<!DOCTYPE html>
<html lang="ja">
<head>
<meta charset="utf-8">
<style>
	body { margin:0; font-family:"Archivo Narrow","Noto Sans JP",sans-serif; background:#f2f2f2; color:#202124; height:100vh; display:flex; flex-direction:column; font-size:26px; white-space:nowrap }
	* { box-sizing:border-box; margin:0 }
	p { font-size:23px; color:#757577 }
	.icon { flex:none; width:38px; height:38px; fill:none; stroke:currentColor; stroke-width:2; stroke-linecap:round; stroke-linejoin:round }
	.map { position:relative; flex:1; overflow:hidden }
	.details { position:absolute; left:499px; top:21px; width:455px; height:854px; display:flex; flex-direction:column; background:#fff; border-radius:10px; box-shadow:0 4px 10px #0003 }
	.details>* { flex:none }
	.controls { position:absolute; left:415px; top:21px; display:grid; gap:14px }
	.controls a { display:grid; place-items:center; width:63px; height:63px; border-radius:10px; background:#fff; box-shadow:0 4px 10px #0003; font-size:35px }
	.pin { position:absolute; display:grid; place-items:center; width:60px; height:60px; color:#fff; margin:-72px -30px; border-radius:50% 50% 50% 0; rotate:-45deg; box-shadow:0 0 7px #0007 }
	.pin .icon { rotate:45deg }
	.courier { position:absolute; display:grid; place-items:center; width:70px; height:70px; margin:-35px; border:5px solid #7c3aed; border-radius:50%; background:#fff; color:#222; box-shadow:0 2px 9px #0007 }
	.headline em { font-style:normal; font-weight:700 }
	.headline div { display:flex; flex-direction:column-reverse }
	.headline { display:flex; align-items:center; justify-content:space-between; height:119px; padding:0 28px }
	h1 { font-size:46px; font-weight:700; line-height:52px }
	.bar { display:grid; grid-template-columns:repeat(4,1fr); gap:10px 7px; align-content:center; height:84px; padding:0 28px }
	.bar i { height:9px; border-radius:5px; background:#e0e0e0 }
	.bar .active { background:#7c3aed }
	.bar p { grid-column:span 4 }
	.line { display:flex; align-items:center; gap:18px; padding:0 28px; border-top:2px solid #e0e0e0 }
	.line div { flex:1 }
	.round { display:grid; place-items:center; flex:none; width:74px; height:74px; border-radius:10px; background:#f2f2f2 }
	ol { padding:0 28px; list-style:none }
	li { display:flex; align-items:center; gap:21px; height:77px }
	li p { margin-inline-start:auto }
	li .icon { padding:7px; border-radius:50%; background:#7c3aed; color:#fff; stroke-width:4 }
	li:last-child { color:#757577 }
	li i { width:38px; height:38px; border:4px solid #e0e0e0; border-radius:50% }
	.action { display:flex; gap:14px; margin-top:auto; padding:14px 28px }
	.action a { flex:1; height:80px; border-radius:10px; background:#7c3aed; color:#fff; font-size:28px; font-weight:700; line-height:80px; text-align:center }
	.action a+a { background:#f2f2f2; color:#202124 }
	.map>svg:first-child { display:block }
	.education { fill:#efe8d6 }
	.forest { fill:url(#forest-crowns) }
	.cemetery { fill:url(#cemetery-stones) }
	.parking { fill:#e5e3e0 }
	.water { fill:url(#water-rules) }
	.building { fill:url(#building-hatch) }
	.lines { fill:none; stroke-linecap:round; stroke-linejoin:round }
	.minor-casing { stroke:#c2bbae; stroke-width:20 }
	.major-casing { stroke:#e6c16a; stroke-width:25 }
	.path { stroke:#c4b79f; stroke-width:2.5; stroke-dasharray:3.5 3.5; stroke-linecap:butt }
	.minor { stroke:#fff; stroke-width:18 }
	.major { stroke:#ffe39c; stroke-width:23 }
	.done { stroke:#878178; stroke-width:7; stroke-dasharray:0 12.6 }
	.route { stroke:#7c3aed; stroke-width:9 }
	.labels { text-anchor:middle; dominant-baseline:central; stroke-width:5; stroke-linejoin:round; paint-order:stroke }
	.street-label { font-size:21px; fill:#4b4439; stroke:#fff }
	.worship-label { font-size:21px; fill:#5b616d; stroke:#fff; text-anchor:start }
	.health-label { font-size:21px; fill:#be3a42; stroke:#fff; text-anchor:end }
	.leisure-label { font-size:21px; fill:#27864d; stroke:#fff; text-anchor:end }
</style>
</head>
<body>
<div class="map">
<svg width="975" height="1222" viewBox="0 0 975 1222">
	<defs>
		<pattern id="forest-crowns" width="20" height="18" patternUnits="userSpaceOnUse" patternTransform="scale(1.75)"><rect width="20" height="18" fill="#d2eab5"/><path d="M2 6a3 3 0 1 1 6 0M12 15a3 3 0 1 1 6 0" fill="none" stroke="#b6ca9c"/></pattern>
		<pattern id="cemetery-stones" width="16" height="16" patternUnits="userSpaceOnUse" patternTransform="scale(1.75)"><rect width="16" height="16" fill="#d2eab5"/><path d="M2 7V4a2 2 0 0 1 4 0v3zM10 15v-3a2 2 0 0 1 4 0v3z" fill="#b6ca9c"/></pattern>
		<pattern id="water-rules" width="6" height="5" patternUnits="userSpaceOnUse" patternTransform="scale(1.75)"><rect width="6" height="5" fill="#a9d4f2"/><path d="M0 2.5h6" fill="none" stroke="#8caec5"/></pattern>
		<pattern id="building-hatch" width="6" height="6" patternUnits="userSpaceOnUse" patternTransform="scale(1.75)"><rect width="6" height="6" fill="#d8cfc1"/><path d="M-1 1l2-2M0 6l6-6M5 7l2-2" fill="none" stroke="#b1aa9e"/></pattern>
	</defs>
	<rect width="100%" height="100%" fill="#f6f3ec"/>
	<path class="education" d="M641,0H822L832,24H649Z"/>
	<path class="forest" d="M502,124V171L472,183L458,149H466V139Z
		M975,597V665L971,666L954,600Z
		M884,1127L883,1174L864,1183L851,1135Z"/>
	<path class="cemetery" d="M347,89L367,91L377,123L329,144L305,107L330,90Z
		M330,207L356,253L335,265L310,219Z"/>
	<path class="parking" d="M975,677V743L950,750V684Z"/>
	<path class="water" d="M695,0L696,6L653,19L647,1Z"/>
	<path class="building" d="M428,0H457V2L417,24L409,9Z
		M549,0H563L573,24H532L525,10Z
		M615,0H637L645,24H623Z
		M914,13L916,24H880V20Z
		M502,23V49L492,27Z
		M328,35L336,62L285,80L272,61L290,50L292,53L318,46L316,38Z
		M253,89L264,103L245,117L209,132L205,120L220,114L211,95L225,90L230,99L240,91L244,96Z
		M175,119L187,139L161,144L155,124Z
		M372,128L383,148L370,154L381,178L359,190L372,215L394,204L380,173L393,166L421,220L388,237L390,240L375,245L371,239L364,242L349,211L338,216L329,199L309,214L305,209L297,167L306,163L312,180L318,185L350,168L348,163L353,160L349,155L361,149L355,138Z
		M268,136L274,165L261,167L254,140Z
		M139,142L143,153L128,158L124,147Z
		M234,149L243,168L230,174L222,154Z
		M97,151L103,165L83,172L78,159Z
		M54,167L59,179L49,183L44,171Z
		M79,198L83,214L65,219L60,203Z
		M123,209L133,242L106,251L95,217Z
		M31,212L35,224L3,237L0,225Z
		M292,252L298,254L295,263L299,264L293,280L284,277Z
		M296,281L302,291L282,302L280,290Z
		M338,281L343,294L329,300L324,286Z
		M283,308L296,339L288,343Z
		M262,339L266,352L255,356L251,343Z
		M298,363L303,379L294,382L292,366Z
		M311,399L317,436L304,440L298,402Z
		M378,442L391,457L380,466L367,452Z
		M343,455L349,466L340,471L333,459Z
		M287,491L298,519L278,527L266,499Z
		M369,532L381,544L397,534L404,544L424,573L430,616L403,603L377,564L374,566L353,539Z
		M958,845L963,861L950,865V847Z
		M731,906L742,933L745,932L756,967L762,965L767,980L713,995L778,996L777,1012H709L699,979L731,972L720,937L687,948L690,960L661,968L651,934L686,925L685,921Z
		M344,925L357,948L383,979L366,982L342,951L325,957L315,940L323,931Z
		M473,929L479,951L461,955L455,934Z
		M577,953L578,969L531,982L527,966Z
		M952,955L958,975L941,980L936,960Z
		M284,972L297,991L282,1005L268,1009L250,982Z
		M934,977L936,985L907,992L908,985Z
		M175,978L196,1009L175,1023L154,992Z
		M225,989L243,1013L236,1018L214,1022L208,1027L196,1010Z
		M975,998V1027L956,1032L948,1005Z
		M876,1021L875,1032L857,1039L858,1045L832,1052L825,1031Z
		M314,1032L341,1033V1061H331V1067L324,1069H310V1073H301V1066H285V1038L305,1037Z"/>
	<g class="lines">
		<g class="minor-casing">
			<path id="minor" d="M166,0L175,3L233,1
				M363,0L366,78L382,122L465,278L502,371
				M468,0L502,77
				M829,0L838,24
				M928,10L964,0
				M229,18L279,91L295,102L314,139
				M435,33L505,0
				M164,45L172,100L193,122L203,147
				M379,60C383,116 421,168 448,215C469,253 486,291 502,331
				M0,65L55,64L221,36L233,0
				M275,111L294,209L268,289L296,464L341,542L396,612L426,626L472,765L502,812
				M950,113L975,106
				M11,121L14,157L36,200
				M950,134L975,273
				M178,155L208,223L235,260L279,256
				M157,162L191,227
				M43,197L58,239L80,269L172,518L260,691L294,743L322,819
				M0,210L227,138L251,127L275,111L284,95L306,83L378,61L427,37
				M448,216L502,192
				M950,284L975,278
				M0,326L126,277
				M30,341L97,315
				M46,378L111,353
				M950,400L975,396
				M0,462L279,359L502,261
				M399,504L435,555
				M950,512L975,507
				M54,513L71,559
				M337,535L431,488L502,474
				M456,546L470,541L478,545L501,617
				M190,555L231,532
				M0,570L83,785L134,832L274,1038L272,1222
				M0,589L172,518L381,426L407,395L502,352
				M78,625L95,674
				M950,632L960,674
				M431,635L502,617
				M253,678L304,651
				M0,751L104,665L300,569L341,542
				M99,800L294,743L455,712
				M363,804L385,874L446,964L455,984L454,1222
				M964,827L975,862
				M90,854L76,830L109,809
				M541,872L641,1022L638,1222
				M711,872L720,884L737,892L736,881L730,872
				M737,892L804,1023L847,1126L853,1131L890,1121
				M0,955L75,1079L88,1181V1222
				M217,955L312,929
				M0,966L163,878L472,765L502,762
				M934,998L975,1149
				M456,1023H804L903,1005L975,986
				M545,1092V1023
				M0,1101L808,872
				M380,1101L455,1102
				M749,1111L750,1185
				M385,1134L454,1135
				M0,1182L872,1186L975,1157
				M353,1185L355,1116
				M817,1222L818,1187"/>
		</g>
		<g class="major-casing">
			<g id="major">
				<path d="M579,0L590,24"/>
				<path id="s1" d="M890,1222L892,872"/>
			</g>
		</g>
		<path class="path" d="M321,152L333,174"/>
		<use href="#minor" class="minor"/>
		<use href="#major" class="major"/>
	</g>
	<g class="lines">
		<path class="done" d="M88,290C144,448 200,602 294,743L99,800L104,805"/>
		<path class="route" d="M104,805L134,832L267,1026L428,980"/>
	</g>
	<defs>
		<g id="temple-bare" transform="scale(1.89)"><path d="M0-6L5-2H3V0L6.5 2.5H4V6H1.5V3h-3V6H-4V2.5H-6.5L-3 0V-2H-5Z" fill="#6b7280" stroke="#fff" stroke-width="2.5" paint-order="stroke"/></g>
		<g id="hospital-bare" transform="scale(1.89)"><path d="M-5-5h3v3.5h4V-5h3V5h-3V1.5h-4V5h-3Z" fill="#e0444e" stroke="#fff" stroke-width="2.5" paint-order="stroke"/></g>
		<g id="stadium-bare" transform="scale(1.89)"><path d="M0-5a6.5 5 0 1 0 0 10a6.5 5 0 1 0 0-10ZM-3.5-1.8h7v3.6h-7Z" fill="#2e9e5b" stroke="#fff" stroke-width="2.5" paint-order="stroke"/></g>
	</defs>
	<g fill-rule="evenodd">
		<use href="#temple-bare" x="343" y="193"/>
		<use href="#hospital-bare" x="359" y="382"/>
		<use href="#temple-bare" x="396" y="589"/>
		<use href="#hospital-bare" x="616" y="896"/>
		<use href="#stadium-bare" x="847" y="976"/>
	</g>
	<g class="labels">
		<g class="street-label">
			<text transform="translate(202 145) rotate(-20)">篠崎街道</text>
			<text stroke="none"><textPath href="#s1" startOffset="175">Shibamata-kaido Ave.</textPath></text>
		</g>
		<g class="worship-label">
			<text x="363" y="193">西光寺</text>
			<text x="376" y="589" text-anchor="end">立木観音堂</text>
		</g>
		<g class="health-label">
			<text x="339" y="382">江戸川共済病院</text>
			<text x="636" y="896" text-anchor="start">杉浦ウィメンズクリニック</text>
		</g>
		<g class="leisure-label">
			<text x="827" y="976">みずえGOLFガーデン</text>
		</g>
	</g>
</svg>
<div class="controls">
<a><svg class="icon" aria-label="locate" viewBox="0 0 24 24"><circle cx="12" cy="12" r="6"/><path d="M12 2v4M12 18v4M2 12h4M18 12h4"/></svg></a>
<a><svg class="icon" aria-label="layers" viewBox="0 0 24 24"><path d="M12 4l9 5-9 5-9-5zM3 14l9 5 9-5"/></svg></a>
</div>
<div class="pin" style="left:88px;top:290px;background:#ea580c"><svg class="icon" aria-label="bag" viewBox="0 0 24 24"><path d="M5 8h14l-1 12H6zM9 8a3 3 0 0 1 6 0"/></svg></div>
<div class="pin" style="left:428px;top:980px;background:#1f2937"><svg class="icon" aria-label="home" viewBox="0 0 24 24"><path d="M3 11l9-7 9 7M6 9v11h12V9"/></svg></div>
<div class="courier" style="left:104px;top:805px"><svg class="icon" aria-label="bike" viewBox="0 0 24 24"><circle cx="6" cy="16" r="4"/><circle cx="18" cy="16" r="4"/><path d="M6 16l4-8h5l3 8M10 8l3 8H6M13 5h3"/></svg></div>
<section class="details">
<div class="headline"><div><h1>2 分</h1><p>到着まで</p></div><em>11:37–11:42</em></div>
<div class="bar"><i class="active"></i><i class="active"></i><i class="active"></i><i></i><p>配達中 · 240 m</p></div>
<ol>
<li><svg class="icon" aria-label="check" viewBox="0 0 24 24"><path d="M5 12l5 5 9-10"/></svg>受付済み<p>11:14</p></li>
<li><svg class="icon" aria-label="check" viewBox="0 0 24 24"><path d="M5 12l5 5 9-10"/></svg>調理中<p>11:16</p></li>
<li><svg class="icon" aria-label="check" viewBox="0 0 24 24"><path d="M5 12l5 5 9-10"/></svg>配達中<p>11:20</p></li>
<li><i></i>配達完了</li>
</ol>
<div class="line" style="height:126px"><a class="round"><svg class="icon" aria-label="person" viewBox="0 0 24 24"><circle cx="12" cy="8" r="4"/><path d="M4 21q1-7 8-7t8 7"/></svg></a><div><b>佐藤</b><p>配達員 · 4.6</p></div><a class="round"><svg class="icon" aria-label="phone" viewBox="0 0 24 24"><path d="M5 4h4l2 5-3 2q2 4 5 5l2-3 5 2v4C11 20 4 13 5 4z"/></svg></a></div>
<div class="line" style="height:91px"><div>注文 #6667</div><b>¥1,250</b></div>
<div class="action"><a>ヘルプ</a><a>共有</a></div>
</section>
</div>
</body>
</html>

PROBLEM TO WORK ON » How many lines of the material above hold the string "linecap"? Reply with the number and nothing else.

TASK ANSWER » 3